Gemeinsam statt einsam
Autor: Ralf Dieter
Kitzingen, Freitag, 23. August 2019
Seit zehn Jahren gibt es die Selbsthilfegruppe für Schlaganfallpatienten im Landkreis Kitzingen. Hier werden Schicksalsschläge zusammen aufbereitet und verarbeitet.

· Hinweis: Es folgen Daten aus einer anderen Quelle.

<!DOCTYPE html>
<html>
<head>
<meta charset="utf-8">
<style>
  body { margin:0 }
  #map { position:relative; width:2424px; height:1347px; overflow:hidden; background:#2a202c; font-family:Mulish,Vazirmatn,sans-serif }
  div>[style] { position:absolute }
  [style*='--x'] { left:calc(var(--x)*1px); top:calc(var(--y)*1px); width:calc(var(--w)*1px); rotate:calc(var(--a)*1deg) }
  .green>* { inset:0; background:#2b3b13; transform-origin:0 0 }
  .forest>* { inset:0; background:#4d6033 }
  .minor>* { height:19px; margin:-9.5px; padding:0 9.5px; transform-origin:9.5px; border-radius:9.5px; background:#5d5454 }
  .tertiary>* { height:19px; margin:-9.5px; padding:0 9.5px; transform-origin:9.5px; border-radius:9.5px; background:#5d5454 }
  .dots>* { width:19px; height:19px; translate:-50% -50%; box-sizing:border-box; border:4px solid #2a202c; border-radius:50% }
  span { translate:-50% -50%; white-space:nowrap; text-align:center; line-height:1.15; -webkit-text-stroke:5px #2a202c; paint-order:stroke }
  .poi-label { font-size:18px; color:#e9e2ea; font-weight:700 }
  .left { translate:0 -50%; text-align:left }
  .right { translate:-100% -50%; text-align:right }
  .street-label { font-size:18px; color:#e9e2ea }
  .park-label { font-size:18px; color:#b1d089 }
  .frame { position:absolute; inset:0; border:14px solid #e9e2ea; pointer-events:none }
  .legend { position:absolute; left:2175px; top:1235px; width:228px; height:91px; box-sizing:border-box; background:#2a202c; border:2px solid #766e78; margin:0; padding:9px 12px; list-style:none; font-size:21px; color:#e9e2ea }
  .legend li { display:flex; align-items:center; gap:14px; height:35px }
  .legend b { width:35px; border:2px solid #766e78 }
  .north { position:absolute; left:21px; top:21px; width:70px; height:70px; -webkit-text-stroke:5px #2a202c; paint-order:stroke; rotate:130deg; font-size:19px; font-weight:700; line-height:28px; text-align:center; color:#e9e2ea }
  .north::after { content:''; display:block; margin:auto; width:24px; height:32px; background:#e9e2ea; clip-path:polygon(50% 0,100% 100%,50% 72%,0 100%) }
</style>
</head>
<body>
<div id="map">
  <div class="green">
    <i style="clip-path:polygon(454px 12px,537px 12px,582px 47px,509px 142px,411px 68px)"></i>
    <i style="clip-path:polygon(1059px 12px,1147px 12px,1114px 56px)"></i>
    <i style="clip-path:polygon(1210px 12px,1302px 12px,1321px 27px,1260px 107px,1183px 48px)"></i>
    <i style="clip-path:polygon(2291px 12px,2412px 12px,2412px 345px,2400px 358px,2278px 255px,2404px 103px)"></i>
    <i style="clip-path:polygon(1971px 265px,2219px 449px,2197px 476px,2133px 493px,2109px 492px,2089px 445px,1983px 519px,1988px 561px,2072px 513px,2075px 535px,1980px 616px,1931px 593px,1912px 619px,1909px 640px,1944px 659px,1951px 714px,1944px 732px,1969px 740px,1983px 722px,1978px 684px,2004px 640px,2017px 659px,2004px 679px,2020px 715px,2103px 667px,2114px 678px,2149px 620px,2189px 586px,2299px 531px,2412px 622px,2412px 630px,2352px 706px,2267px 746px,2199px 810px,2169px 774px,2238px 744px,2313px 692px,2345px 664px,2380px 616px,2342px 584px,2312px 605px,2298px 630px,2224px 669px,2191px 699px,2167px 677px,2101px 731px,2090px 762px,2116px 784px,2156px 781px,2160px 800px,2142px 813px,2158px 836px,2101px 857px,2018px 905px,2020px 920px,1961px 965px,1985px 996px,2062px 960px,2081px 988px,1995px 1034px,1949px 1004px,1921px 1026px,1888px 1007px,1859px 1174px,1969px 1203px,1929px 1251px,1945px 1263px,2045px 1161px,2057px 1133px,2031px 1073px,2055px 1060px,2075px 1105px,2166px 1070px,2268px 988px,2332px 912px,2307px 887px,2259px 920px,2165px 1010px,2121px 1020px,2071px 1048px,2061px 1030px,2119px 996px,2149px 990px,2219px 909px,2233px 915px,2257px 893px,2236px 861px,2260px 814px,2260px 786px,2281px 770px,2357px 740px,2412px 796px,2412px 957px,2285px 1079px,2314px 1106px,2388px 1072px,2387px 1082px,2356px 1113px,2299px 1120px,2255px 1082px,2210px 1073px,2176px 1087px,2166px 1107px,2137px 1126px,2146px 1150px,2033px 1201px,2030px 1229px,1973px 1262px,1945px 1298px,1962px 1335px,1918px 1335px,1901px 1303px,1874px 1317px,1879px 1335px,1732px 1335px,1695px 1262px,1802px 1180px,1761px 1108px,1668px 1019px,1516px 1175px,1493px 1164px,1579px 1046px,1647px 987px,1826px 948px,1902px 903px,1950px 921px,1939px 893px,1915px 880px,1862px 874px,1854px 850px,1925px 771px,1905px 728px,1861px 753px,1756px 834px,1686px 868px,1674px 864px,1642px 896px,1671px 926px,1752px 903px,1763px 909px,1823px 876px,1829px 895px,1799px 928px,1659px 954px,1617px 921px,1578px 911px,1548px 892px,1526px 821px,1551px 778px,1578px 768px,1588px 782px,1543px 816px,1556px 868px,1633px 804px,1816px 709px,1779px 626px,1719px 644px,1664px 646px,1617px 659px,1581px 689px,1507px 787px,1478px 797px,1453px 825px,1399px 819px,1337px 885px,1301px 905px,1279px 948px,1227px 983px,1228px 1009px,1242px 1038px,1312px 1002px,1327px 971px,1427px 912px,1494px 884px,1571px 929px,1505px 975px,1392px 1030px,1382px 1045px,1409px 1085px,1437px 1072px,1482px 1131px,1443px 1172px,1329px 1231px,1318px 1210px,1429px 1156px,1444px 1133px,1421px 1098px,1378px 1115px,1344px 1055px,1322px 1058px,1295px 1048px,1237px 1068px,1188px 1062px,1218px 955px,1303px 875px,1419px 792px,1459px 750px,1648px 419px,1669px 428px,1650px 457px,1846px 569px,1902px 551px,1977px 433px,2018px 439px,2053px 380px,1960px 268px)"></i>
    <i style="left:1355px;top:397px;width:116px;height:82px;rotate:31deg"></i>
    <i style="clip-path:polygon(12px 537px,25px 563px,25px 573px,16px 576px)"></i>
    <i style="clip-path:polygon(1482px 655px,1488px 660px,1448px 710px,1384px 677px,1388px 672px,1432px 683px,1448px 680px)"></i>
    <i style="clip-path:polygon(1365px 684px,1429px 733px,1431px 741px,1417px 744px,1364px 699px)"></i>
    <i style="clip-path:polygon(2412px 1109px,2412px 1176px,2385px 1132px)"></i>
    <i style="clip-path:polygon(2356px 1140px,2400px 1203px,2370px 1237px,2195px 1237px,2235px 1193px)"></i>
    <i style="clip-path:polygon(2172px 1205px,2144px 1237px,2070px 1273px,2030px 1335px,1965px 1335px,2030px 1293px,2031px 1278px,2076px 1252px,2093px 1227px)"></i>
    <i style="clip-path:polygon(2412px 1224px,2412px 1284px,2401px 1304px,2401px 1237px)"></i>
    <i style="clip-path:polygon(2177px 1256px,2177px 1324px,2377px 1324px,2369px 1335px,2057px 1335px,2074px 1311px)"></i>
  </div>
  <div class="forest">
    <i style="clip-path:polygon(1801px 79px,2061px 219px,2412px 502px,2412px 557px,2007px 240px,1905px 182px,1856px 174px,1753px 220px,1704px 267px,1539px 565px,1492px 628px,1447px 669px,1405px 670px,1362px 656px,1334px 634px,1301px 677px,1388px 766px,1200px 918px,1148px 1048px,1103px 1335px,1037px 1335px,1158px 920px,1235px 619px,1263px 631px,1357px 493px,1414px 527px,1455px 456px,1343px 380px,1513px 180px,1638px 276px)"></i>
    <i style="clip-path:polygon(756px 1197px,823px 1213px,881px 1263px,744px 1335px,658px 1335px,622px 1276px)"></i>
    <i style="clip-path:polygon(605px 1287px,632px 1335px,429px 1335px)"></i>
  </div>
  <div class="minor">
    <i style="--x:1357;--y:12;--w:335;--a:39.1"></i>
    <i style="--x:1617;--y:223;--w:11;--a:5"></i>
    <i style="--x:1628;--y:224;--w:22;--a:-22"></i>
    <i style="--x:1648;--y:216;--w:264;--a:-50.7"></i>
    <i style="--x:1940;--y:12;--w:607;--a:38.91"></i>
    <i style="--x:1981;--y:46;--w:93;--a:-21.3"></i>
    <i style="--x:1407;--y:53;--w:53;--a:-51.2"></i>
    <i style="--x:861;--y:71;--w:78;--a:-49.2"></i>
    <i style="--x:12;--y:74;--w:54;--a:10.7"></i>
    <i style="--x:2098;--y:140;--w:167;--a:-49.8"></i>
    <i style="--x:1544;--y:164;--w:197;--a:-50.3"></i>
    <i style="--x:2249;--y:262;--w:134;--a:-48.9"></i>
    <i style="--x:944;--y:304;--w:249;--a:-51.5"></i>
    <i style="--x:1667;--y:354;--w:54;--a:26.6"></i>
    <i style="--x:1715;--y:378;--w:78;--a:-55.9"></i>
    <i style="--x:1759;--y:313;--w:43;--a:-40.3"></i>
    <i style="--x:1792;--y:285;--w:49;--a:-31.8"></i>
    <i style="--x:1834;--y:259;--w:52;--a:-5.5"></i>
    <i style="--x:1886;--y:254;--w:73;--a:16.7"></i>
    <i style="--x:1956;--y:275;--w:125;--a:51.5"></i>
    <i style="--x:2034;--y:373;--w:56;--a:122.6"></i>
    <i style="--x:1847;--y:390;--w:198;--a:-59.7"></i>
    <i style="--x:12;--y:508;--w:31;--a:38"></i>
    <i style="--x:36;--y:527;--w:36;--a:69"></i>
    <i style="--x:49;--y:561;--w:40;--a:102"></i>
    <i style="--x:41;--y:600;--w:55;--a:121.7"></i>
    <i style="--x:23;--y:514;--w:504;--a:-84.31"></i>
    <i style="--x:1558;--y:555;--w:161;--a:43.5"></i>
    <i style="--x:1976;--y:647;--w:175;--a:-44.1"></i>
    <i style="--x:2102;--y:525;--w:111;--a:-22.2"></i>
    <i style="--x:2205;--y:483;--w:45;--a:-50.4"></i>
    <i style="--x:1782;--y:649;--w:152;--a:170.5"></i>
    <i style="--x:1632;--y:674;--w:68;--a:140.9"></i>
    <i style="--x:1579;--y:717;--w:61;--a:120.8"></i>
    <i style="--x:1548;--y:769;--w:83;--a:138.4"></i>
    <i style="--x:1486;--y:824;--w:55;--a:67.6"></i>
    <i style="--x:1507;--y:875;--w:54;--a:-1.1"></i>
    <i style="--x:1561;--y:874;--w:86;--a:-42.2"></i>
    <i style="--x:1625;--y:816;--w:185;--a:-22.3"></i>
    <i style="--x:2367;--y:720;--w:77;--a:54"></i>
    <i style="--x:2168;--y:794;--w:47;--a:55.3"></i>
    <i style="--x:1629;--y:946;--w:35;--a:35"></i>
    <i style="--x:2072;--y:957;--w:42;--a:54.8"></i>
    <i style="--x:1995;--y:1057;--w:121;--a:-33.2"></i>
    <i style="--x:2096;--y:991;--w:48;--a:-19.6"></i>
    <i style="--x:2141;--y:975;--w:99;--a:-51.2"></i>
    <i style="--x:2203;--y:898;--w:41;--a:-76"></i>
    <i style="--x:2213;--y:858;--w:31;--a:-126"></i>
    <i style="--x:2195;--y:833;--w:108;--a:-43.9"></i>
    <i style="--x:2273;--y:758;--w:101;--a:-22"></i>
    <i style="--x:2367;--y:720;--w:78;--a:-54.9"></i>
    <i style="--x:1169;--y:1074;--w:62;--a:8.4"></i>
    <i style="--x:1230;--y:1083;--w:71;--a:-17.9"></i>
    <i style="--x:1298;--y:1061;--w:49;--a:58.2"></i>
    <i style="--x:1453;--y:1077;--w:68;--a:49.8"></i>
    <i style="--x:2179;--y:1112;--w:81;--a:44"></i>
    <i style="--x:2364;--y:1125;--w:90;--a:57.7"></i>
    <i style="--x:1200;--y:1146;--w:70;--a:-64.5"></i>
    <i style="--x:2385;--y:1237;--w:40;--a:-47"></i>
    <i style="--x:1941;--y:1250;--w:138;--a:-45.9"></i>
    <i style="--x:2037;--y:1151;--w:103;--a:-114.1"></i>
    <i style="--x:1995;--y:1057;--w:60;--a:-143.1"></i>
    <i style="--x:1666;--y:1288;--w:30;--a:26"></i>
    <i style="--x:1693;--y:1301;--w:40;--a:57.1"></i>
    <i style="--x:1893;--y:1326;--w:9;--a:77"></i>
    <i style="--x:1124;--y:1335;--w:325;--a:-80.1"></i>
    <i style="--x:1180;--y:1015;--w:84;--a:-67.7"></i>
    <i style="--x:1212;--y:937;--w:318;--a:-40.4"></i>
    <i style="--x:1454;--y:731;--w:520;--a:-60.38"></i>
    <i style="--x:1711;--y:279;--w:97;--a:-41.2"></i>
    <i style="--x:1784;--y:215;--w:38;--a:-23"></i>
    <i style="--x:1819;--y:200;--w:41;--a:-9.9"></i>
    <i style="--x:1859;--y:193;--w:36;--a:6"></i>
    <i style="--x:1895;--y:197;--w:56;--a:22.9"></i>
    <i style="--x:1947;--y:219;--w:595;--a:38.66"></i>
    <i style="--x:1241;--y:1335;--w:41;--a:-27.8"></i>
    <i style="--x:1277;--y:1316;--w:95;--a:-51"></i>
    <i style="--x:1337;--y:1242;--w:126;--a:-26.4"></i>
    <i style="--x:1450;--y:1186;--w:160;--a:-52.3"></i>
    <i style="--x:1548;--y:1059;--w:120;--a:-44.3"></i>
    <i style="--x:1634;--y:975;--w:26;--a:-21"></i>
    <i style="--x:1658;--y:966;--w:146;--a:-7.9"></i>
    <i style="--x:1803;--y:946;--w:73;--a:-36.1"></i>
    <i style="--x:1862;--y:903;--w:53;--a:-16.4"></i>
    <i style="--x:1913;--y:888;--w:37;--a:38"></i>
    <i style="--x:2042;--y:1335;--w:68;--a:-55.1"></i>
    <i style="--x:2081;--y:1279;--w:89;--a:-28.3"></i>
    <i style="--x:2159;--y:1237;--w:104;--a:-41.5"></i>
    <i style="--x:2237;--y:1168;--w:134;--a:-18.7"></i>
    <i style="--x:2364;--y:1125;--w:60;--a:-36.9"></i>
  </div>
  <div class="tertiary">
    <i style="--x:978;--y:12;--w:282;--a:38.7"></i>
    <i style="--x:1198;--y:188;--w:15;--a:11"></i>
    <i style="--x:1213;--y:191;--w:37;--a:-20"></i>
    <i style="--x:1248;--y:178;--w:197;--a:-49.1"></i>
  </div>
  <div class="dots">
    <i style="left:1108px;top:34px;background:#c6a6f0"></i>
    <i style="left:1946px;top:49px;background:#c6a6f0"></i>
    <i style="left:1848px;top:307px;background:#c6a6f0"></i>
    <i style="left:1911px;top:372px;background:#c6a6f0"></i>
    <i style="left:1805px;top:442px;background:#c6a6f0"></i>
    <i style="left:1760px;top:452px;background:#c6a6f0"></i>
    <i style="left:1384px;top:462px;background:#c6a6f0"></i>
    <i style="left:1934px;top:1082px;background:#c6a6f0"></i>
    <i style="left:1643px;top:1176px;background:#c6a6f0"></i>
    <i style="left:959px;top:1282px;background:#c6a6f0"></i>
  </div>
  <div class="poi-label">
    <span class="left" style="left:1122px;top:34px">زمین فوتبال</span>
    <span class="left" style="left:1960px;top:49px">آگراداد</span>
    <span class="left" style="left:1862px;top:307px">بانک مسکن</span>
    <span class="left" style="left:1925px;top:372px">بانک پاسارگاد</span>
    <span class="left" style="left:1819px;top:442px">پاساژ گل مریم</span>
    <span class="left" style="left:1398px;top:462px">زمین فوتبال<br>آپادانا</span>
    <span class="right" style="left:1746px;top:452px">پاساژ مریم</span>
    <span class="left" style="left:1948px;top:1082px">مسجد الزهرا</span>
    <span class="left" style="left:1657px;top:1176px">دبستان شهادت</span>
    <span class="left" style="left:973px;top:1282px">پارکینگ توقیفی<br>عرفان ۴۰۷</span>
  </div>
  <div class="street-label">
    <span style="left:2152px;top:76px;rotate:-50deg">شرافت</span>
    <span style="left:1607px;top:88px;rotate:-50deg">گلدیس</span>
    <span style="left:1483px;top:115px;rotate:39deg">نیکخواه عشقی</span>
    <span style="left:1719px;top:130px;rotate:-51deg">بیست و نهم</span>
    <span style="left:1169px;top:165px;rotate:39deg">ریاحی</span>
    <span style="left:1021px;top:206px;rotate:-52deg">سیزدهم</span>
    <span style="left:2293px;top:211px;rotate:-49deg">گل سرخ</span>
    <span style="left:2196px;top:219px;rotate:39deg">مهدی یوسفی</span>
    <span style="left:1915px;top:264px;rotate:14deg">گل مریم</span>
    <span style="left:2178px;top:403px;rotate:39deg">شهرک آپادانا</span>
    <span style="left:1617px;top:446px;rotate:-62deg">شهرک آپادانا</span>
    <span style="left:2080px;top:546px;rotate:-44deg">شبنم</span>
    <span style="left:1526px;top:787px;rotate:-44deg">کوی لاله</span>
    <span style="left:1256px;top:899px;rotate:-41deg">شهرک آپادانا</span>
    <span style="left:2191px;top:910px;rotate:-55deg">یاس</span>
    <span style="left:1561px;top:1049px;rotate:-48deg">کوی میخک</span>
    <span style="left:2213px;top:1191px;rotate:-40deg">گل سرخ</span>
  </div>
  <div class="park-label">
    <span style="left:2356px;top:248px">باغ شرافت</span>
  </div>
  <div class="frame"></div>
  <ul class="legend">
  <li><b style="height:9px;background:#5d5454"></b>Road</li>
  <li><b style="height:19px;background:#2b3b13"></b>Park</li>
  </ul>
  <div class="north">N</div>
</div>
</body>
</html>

Es gibt Sekt und Hugo. Alles alkoholfrei. Dazu Kaffee und Kuchen an einem fein gedeckten Tisch. Die Damen und Herren haben einiges zu feiern. Dass es ihre Gemeinschaft seit mittlerweile zehn Jahren gibt, beispielsweise. Und dass sie noch am Leben sind.
Im September 2009 ist die Selbsthilfegruppe Aphasie und Schlaganfall im Landkreis Kitzingen gegründet worden. Den Anstoß gab Dr. Wolfgang Karmann, Facharzt für Innere Medizin an der Klinik Kitzinger Land. Sein Anliegen ist auch zehn Jahre später noch modern und zielführend.

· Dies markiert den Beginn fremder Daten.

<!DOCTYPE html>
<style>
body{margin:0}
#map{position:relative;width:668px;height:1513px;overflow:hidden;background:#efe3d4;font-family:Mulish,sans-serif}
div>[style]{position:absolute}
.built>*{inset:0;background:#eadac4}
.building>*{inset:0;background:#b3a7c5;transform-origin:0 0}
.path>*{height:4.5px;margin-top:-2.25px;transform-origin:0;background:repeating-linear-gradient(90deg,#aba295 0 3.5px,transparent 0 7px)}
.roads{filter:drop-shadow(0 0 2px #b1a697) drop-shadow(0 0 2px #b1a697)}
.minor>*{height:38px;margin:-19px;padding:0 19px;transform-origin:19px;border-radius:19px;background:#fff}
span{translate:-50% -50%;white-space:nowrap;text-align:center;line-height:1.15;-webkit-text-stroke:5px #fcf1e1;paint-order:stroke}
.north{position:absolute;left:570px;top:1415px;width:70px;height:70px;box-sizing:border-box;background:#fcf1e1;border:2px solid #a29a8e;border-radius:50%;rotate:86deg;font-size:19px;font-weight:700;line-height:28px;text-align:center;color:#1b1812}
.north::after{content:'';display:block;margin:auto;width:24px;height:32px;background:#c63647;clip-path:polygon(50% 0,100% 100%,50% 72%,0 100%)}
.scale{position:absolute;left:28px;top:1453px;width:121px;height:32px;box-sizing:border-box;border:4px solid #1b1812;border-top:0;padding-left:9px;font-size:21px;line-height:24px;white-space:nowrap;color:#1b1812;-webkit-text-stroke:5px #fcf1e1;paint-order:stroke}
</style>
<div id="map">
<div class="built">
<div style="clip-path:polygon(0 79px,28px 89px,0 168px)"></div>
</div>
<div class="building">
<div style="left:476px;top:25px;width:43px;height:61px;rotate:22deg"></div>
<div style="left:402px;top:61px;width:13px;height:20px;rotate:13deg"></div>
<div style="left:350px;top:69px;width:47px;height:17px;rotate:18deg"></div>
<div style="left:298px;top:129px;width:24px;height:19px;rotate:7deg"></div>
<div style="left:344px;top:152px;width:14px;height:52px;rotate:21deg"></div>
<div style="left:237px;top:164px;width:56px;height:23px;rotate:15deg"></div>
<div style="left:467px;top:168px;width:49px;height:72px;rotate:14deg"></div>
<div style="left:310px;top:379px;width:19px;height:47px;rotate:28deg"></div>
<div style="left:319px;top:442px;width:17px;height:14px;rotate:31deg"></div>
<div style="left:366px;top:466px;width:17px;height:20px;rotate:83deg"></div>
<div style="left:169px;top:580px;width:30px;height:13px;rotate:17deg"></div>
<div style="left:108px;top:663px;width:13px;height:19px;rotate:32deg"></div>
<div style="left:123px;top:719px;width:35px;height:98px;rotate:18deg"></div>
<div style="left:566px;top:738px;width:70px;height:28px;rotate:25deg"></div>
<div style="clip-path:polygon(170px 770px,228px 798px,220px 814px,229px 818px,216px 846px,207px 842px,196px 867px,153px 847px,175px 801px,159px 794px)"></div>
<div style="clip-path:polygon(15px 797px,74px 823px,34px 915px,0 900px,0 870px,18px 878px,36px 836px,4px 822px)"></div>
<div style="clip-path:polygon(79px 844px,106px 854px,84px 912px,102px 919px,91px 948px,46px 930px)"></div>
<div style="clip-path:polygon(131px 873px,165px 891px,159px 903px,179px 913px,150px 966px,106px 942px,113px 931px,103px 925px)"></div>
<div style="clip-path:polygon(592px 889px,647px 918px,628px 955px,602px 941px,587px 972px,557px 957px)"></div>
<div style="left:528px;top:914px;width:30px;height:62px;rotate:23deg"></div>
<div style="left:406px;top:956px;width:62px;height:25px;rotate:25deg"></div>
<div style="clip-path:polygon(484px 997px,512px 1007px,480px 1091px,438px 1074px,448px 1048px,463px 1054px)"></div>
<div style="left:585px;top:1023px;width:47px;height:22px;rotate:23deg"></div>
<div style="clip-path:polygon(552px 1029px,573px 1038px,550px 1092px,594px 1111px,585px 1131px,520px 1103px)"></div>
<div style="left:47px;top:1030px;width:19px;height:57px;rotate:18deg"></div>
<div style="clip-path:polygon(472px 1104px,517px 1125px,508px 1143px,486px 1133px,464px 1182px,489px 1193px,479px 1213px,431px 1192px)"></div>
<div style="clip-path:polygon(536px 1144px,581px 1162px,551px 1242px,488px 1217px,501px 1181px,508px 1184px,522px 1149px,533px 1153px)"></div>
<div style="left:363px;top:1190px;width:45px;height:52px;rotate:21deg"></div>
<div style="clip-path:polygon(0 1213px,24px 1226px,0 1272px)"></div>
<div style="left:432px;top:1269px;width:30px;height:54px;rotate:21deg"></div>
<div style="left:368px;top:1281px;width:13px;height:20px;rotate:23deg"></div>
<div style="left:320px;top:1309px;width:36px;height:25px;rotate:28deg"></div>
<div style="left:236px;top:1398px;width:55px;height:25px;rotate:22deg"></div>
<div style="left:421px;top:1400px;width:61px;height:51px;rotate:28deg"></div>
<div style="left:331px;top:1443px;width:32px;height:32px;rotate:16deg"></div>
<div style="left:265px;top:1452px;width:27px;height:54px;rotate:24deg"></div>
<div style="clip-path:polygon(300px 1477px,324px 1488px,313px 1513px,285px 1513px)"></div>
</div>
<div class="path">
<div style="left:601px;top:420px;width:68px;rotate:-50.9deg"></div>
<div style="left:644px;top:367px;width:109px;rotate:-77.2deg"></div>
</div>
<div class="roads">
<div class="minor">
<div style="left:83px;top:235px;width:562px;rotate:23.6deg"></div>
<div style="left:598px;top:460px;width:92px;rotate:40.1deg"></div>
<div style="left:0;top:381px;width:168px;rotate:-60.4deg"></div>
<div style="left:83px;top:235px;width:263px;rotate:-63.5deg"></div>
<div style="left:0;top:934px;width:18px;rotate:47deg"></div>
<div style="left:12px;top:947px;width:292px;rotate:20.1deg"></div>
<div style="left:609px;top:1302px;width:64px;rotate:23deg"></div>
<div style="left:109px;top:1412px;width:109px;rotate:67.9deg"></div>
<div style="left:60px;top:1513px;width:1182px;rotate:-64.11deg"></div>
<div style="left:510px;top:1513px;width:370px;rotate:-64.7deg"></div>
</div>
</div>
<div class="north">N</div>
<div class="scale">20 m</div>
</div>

22 Mitglieder hat die Selbsthilfegruppe. Sie sind zwischen 45 und 90 Jahre alt, kommen aus dem gesamten Landkreis Kitzingen. So unterschiedlich die Menschen auch sind, eines eint sie: eine schmerzhafte und einschneidende Erfahrung.
Der Schlaganfall zählt zu den häufigsten Krankheiten in Deutschland. Alle zwei Minuten erleidet ein Mensch in Deutschland einen solchen, wie die Deutsche Schlaganfall-Gesellschaft berichtet. Schlaganfälle sind die dritthäufigste Todesursache und der häufigste Grund für Langzeitbehinderungen im Erwachsenenalter.„Laufen, Reden, Konzentrieren. Es gibt alle möglichen Probleme nach einem Schlaganfall“, weiß auch die Vorsitzende der Gruppe, Brunhilde Klein. Die Aphasie (Sprachstörung) ist eine davon.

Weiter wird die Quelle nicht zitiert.